A virtual private cloud (VPC) is a logically isolated network within a public cloud provider's infrastructure. It gives a customer a private, configurable network space where they control IP address ranges, subnets, route tables, gateways, and security rules, much like running a private data-center network on shared cloud hardware.
How It Works
A VPC is defined within a region and spans its availability zones. The customer divides it into subnets, typically public subnets that can reach the internet through an internet gateway and private subnets that cannot, with outbound access via a NAT gateway. Routing tables direct traffic between subnets and to gateways. Security is enforced with stateful security groups attached to resources and stateless network access control lists at the subnet level.
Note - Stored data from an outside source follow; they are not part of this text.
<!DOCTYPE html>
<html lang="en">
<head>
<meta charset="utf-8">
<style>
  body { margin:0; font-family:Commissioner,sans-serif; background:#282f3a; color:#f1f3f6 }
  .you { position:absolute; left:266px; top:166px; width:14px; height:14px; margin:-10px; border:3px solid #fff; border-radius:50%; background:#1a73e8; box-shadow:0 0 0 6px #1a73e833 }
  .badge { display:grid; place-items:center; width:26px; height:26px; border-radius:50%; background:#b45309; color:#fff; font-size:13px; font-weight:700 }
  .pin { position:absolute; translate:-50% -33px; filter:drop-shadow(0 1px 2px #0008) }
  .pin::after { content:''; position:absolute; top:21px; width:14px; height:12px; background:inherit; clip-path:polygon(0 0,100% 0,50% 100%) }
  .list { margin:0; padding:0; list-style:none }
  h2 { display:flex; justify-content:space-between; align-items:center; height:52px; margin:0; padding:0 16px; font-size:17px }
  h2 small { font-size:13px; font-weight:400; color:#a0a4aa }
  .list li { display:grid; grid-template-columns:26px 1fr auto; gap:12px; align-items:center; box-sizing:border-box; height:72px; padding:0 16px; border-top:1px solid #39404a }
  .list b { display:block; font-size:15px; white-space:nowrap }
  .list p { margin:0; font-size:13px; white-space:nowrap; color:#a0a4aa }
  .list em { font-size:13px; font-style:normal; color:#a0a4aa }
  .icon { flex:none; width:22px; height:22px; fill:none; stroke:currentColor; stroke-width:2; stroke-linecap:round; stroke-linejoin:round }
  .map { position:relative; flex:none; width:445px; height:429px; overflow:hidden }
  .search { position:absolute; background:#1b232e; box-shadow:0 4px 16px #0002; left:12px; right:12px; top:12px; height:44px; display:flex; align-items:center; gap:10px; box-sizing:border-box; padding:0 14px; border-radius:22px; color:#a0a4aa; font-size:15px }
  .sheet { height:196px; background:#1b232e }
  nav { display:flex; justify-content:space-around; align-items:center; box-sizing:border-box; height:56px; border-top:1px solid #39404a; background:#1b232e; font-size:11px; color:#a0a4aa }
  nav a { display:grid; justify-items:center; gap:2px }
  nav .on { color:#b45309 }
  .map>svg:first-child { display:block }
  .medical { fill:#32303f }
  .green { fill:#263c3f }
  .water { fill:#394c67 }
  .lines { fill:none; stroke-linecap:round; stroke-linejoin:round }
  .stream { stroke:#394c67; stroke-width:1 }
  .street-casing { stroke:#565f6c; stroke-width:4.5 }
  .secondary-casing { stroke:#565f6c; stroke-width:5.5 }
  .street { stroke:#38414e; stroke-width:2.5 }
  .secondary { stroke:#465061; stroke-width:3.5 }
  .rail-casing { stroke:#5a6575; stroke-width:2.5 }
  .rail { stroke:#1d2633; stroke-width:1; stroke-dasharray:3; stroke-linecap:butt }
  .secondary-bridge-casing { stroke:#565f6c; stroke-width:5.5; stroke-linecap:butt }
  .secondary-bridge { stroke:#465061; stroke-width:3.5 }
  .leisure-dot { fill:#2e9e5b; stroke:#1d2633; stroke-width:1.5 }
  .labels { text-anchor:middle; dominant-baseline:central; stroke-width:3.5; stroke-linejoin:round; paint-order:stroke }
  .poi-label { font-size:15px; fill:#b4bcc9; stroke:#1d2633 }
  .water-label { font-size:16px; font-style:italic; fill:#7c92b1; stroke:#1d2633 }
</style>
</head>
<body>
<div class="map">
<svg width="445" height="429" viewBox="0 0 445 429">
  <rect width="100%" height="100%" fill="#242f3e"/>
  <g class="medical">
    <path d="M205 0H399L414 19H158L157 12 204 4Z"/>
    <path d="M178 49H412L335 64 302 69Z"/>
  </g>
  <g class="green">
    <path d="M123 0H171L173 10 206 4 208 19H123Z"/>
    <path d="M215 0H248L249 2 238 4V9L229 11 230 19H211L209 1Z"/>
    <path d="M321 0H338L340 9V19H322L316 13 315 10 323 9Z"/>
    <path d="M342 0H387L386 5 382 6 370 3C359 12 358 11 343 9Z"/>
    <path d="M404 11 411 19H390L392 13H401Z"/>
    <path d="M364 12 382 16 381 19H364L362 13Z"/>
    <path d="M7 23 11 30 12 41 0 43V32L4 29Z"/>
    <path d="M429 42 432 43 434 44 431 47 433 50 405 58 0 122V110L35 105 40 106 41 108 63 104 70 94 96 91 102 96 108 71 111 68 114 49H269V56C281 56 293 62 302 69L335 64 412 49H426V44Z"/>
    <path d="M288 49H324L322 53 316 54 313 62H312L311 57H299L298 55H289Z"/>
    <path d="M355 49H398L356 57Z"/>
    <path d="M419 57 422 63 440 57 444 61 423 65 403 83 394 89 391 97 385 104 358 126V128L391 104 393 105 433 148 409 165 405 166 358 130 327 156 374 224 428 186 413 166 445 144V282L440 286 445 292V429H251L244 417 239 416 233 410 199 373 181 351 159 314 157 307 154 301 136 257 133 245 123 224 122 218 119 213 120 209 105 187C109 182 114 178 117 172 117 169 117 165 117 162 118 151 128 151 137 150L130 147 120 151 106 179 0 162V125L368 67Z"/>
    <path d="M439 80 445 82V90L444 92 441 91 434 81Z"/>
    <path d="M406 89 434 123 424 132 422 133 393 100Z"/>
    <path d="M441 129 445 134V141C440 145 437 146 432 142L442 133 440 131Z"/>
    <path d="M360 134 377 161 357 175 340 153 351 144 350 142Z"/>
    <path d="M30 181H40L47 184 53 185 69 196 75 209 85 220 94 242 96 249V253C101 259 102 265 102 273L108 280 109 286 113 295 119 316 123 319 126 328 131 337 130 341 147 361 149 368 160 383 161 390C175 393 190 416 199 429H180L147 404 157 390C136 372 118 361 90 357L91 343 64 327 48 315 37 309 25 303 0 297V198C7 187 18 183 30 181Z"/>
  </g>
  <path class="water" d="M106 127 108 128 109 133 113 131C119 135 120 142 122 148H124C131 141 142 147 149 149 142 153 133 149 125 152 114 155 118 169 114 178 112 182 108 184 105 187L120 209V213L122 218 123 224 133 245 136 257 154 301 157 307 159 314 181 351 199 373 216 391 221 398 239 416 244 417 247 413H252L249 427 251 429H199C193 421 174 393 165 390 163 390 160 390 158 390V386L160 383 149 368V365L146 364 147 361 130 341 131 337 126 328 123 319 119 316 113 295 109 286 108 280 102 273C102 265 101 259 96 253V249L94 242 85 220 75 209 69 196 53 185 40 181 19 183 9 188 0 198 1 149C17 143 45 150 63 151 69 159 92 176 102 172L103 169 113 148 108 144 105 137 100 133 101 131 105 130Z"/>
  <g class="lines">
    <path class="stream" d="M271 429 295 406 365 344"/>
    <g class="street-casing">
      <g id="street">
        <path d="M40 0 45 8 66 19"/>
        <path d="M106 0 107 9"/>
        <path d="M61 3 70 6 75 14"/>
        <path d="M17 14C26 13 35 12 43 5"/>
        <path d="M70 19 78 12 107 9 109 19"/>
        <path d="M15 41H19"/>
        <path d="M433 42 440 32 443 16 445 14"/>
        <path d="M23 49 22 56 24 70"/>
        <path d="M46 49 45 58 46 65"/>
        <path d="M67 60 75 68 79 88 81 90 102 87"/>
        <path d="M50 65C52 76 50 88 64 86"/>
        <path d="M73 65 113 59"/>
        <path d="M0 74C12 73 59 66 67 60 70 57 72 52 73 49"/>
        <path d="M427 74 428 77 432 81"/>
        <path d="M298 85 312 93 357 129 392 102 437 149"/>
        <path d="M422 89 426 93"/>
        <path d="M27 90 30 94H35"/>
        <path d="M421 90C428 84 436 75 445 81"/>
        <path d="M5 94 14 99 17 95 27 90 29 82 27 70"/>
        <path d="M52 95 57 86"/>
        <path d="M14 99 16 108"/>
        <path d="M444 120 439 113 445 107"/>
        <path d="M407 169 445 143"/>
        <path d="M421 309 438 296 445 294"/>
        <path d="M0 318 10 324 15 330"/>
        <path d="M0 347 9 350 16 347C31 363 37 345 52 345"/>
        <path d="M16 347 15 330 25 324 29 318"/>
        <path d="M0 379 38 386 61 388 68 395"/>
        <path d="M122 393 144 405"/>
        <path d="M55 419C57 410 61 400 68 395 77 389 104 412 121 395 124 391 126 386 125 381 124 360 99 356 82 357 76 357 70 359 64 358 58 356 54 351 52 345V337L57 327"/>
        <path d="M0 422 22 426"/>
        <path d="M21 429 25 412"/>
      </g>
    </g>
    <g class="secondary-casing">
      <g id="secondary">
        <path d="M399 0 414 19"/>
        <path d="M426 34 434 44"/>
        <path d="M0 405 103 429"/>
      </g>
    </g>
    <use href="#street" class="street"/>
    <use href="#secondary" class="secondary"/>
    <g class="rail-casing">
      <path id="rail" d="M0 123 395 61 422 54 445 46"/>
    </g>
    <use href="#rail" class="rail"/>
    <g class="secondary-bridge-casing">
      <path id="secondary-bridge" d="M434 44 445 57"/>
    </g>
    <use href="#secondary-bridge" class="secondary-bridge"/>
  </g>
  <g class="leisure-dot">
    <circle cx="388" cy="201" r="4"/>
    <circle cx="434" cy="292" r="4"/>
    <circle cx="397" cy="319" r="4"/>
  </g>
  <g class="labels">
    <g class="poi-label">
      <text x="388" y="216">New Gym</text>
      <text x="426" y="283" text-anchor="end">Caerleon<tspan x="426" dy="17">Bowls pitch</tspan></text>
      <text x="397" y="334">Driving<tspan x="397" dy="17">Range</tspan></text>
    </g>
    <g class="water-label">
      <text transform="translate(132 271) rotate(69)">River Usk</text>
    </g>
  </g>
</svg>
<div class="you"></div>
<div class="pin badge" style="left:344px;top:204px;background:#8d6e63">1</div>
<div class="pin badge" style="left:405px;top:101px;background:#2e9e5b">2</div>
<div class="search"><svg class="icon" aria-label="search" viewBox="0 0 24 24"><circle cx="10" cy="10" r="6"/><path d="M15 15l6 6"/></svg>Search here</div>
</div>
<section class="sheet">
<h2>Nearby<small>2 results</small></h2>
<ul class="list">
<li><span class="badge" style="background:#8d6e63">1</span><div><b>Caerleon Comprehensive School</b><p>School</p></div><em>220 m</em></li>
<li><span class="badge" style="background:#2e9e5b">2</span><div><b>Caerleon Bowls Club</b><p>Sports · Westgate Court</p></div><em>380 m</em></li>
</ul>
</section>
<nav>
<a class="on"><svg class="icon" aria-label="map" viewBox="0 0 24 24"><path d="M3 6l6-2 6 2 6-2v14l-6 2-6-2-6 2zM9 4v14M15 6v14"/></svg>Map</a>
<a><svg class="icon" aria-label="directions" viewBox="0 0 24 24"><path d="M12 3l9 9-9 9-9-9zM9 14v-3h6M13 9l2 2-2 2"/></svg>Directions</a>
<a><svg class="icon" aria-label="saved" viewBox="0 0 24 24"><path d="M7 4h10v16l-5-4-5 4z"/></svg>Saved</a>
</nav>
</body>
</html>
VPCs connect to other VPCs through peering or a transit gateway, and to on-premises networks through VPN or dedicated private links. Private endpoints let resources reach managed services without traversing the public internet.
Why It Matters
A VPC is the network foundation for secure cloud deployments. It lets teams segment workloads, isolate sensitive systems, control ingress and egress, and meet compliance requirements that demand network separation. Good VPC design, with tiered subnets and least-privilege rules, limits the blast radius of a compromise and keeps internal traffic off the public internet. Poorly configured VPCs are a common source of exposure, so network design deserves the same rigor as application security.
Related Terms
A VPC builds on infrastructure-as-a-service, lives within a region, and works with load balancers and security controls to protect workloads.